Benefits of Nose Breathing include:
- Slows down your breathing
- Increases oxygen uptake & circulation
- Improves lung capacity
- Aids your immune system
- Improves your sleep
- Strengthens your diaphragm
- Increases airflow to your arteries, veins, and nerves
- Lowers your risk of snoring and sleep apnea
Nasal breathing also has another important advantage: It improves your physical performance through the release of nitric oxide.
Nitric oxide is a molecule that plays an essential role in increasing circulation and delivering oxygen into cells.
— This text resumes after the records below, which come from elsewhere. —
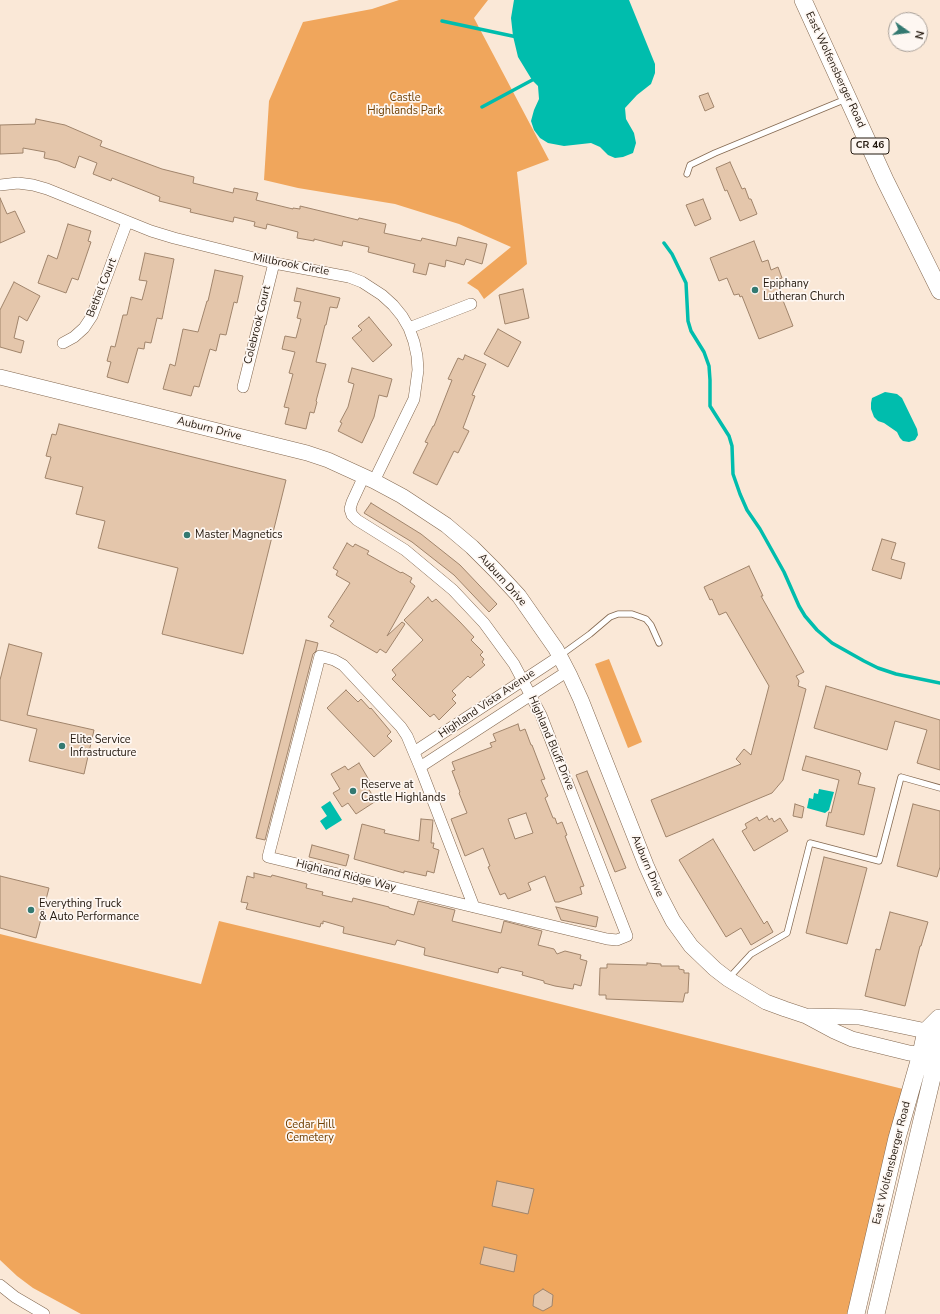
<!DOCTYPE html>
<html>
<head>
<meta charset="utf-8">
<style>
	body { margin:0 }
	#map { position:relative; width:940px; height:1314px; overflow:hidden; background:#fae8d7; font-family:"Nunito Sans",sans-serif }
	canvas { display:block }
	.north { position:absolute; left:888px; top:12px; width:40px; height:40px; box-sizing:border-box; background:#fef7f2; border:1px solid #a69e97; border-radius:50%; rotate:104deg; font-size:11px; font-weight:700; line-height:16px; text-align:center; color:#23180e }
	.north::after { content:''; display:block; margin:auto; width:14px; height:18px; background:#337971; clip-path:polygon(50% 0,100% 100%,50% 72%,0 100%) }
</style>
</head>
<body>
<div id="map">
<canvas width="940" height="1314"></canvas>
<div class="north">N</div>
</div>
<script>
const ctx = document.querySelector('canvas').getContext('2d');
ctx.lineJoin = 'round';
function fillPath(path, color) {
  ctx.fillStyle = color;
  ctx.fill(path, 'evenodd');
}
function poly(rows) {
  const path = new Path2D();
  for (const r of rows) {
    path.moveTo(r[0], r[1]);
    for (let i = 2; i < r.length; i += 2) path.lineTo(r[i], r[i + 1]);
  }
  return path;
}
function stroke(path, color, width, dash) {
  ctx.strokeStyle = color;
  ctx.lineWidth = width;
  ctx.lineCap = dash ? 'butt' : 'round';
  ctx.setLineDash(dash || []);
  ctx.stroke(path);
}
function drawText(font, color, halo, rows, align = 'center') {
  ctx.font = font + ' "Nunito Sans",sans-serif';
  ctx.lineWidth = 3.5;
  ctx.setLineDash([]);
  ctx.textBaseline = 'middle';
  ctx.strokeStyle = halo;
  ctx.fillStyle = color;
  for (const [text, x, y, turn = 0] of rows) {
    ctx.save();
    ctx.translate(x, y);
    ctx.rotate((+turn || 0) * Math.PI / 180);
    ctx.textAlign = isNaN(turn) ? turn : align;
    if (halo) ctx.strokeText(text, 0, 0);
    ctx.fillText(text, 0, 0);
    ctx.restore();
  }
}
fillPath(poly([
	[399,0,488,0,474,18,549,160,517,172,527,264,484,299,478,290,467,283,511,247,459,224,395,204,298,188,264,180,269,101,303,22,372,9],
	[609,659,642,742,628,748,595,664],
	[219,921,403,965,907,1090,852,1314,81,1314,33,1288,17,1276,0,1260,0,934,201,984]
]), '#f0a65c');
fillPath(poly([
	[514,0,629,0,655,64,655,73,651,84,637,95,625,108,626,119,634,133,636,143,633,153,623,157,615,158,608,155,600,147,591,143,564,146,548,143,540,138,534,130,531,121,534,110,539,99,538,86,532,80,518,57,513,36,511,18],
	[885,392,897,394,902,398,917,429,918,435,915,440,909,442,903,441,900,438,897,432,884,423,878,421,874,417,871,409,871,403,872,398],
	[819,789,834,792,829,810,825,813,807,808,809,798,813,799,814,793,818,794],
	[330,801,342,820,326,830,320,821,327,816,321,807]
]), '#00bdad');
stroke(poly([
	[442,21,517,37],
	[482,107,536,78],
	[664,243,672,254,686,283,688,321,691,331,704,352,709,366,710,380,710,406,729,436,732,446,733,474,740,494,747,510,760,529,784,572,799,606,805,616,817,630,832,643,864,661,878,668,896,674,940,683]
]), '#00bdad', 3.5);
const building = poly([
	[708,93,714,107,705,111,699,96,708,93],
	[36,119,65,125,102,141,100,146,162,169,194,177,193,183,233,193,234,188,258,193,256,200,293,209,293,208,300,209,300,206,358,220,359,218,386,224,384,233,421,241,422,238,456,246,458,237,487,244,482,264,466,259,464,265,446,260,445,267,429,263,426,275,413,272,415,264,368,252,369,247,343,241,342,246,314,239,314,241,297,238,298,232,267,224,266,229,254,226,255,222,234,217,233,222,190,212,191,209,159,201,160,197,112,178,111,181,93,174,97,163,79,156,75,168,58,161,44,158,45,152,23,148,23,153,0,154,0,125,35,124,36,119],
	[730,162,742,189,745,188,749,199,751,199,757,214,740,221,727,190,725,191,716,168,730,162],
	[0,198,7,214,15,211,25,232,0,243,0,198],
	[703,199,711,219,695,226,686,205,703,199],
	[68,224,91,231,88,241,91,242,78,280,72,278,66,293,38,283,48,255,57,259,68,224],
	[754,241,762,262,768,260,771,270,778,267,782,278,775,280,793,326,759,339,742,296,740,297,739,294,734,295,727,278,719,281,710,258,754,241],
	[145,253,174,259,162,319,157,318,151,343,145,342,144,349,138,348,128,383,107,377,111,362,107,361,111,346,115,347,123,315,127,315,131,297,142,300,147,281,139,280,145,253],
	[215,270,243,276,237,303,234,302,226,335,220,334,216,351,210,349,199,387,194,386,191,396,163,389,170,364,175,366,183,329,198,332,207,301,208,301,215,270],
	[14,282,40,296,27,321,19,316,14,338,24,341,21,353,0,347,0,310,14,282],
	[297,288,340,298,337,308,330,307,326,325,325,325,316,362,326,364,316,401,317,402,314,413,310,412,306,429,285,424,289,408,284,407,293,374,289,373,295,352,282,349,285,336,296,338,301,319,297,318,301,302,294,301,297,288],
	[523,289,529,318,505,324,499,295,523,289],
	[369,317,392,345,373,362,352,338,362,330,358,326,369,317],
	[498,329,521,342,508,367,484,354,498,329],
	[465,355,486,364,472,395,475,396,463,428,469,431,458,453,454,451,437,485,413,473,428,443,425,442,433,426,434,426,452,380,448,379,458,358,463,360,465,355],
	[352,368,392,379,387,397,379,395,374,417,362,443,338,431,342,423,340,422,348,407,354,384,348,382,352,368],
	[59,424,286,480,243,654,162,634,178,568,98,548,105,521,76,514,83,487,45,478,51,457,46,456,52,434,56,435,59,424],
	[371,503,421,534,460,565,497,604,489,612,454,575,412,542,364,513,371,503],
	[882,539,896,543,891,559,905,563,901,579,872,570,882,539],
	[347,543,353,547,355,544,369,551,367,554,401,573,402,572,412,578,410,582,415,586,387,636,402,622,405,624,386,653,380,649,377,653,330,626,334,621,328,617,350,583,336,575,338,571,333,568,347,543],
	[749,566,763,596,761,596,804,672,796,676,799,681,798,686,806,689,783,780,772,793,666,837,651,800,741,764,736,759,744,749,751,755,769,686,726,612,719,615,712,599,710,600,704,587,749,566],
	[428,597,432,602,436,599,460,622,474,637,471,640,483,652,480,655,484,659,482,662,485,665,470,678,468,676,452,691,456,695,452,699,456,703,439,720,434,714,430,717,392,679,396,675,392,670,423,640,404,620,428,597],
	[306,640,318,643,316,651,313,654,265,840,256,838,306,640],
	[9,644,42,653,27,715,94,730,84,774,29,761,37,729,0,720,0,680,9,644],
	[826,686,940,720,940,770,917,763,927,730,895,721,887,750,814,728,826,686],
	[346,690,358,702,361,699,370,709,371,708,391,732,387,736,392,741,374,757,327,708,346,690],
	[518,724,520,731,525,729,531,745,532,745,545,779,541,780,548,796,545,798,553,818,555,818,557,824,562,822,567,835,565,836,584,886,580,887,582,894,559,902,555,902,545,876,528,883,531,890,508,899,505,893,500,895,488,867,490,866,483,848,465,856,451,819,467,813,459,793,460,792,452,771,455,770,452,762,492,747,490,743,496,741,493,734,518,724],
	[526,813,533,833,515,839,508,819,526,813],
	[806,756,860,771,859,772,861,773,858,784,875,788,864,835,826,826,829,812,831,813,839,780,802,770,806,756],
	[359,763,372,785,368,788,376,801,356,814,348,803,342,807,333,793,340,789,331,774,345,766,348,770,359,763],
	[587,771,626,868,615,872,576,775,587,771],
	[795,804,804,807,802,818,793,816,795,804],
	[913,804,940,811,940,867,937,877,897,866,913,804],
	[767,816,769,820,772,818,774,822,780,818,788,831,754,851,742,831,747,828,745,824,757,817,759,821,767,816],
	[421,819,433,820,431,843,434,843,433,848,439,850,434,873,427,871,426,876,404,871,404,873,354,859,362,824,385,830,384,833,419,841,421,819],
	[713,839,764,924,767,921,773,932,751,945,741,928,726,937,679,860,713,839],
	[312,845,349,855,346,866,309,857,312,845],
	[824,857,867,868,847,944,806,933,824,857],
	[254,873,271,877,272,875,307,884,306,888,323,892,322,895,352,902,353,898,389,907,389,908,414,915,418,901,455,910,452,921,501,933,504,921,542,931,538,945,554,949,557,954,565,951,581,955,580,959,587,961,581,986,574,984,573,989,555,986,544,983,544,981,522,975,523,972,501,967,500,969,499,968,498,973,424,955,425,948,397,940,395,945,343,933,344,927,323,921,323,924,321,923,320,927,246,909,248,903,241,902,247,876,254,878,254,873],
	[0,876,49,888,36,938,0,928,0,876],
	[556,907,598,917,596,927,561,920,556,907],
	[890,912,928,922,921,946,920,946,905,1006,865,996,876,949,880,950,890,912],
	[647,963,661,964,661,966,679,966,679,969,684,970,684,973,689,973,688,993,685,993,683,1002,606,999,606,995,599,995,600,968,607,968,607,964,647,965,647,963],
	[497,1181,534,1189,528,1214,492,1206,497,1181],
	[484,1247,517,1255,514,1272,480,1264,484,1247],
	[543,1289,553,1295,552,1306,543,1311,533,1306,534,1295,543,1289]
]);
fillPath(building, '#e4c6ab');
stroke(building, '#a0846b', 1);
const lane = poly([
	[687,174,690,165,715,153,846,99],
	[561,655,590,634,610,617,618,614,632,614,646,619,651,625,659,643],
	[728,979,751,954,787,933,810,843,879,861,901,777,940,788]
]);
const street = poly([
	[0,185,18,183,33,185,47,189,151,231,174,238,274,263,349,277,362,282,382,295,393,305,402,316,409,328,414,342,417,356,418,370,414,399,374,481],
	[409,328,471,304],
	[63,343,74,337,84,328,92,316,127,222],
	[243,387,274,263],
	[364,476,352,502,350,509,352,515,357,520,405,550,453,590,484,623,514,664,541,715,627,936,617,940,607,939,474,907,268,857,320,656,334,660,343,665,401,727,407,736,420,767,474,907],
	[414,752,560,656],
	[420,767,568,671],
	[0,1285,15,1297,44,1314]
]);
const secondary = poly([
	[0,377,307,453,328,460,374,481,402,496,446,525,472,547,495,570,519,596,556,649,570,676,581,700,646,865,659,894,673,921,691,946,715,969,728,979,766,1002,785,1009,806,1016,834,1031,852,1039,909,1053,932,1055],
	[809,1016,859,1017,940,1034]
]);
const primary = poly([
	[803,0,885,180,940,291],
	[856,1314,897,1138,921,1054,926,1031,939,1018],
	[876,1314,940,1044]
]);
stroke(lane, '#836850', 7);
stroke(street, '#836850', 12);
stroke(secondary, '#836850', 16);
stroke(primary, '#836850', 18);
stroke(lane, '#fff', 5.5);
stroke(street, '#fff', 11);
stroke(secondary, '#fff', 15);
stroke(primary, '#fff', 17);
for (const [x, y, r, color] of [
	[755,290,4,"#337971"],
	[187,535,4,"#337971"],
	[62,746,4,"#337971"],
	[353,791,4,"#337971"],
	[31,910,4,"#337971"]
]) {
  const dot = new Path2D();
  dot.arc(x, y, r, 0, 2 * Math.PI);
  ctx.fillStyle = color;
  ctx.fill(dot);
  stroke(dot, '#fef7f2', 1.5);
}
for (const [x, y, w] of [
	[870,146,38]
]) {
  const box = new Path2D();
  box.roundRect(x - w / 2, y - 8, w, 16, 3);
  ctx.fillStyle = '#fef7f2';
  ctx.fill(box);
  stroke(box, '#23180e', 1);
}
drawText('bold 10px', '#23180e', null, [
	["CR 46",870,146]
]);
drawText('11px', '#23180e', '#fef7f2', [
	["East Wolfensberger Road",835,70,65],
	["Millbrook Circle",291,265,11],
	["Bethel Court",102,288,-68],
	["Colebrook Court",258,325,-76],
	["Auburn Drive",209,429,14],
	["Auburn Drive",502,580,48],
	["Highland Vista Avenue",487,704,-34],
	["Highland Bluff Drive",551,743,67],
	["Auburn Drive",647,866,67],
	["Highland Ridge Way",346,876,14],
	["East Wolfensberger Road",892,1163,-76]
]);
drawText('11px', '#6e3e00', '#fef7f2', [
	["Castle",405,98],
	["Highlands Park",405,111],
	["Cedar Hill",310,1125],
	["Cemetery",310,1138]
]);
drawText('11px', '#23180e', '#fef7f2', [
	["Epiphany",763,284],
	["Lutheran Church",763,297],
	["Master Magnetics",195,535],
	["Elite Service",70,740],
	["Infrastructure",70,753],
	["Reserve at",361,785],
	["Castle Highlands",361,798],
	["Everything Truck",39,904],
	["& Auto Performance",39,917]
], 'left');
</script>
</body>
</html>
Immune function, weight, circulation, mood, and sexual function can all be heavily influenced by the amount of nitric oxide in the body.
Nasal breathing alone can boost nitric oxide by up to 6x, which is one of the reasons we can absorb about 18 percent more oxygen than by just breathing through the mouth.
Here's some feedback from one of our high performance clients who started nose breathing. This stuff works but you have to work it:
Improve Your Performance Through Nasal Breathing
So you breathe through your mouth? What can you do about it?
The good (and bad) thing about nose breathing is that it's a "use it or lose it" scenario. The more you use it the more it'll work for you. The less you use it the more you'll breathe through your mouth.
So what should you do?
Start with awareness. Every time you find yourself breathing through your mouth consciously bring yourself back to nasal breathing.
Set alarms on your phone throughout your day to check in and remind yourself to use your nostrils.
Lastly, there is always the option of taping your mouth.
Back in April of 2022 I started to tape my mouth at night and found it to significantly improve the quality of my sleep but some people might be opposed to doing such a thing and I don't blame them.
Start by taping your mouth during the day when you're at your desk doing work or doing exercise. This is a safe way to test out mouth taping because you're still awake. This forces your nose to start breathing.
The type of tape I recommend getting is either hostage tape (I know, horrible name) or 3M non allergenic tape from amazon.
NOTE: IF you have obstructions that prevent you from nasal breathing (ie. deviated septum etc..) go and seek help with a nose specialist.
Time to start breathing right
One of the simplest ways to improve your life is to start breathing through your nose.
When you start nasal breathing make sure to be patient with yourself. You will forget and revert back to mouth breathing. That's okay.
Remember we're playing the long game here. Change takes time. The main idea is to be patient with yourself and not quit.
This is one of the more important emails I have changed my life by switching from being a mouth breather to a nose breather and if you breathe through your mouth it might help you too.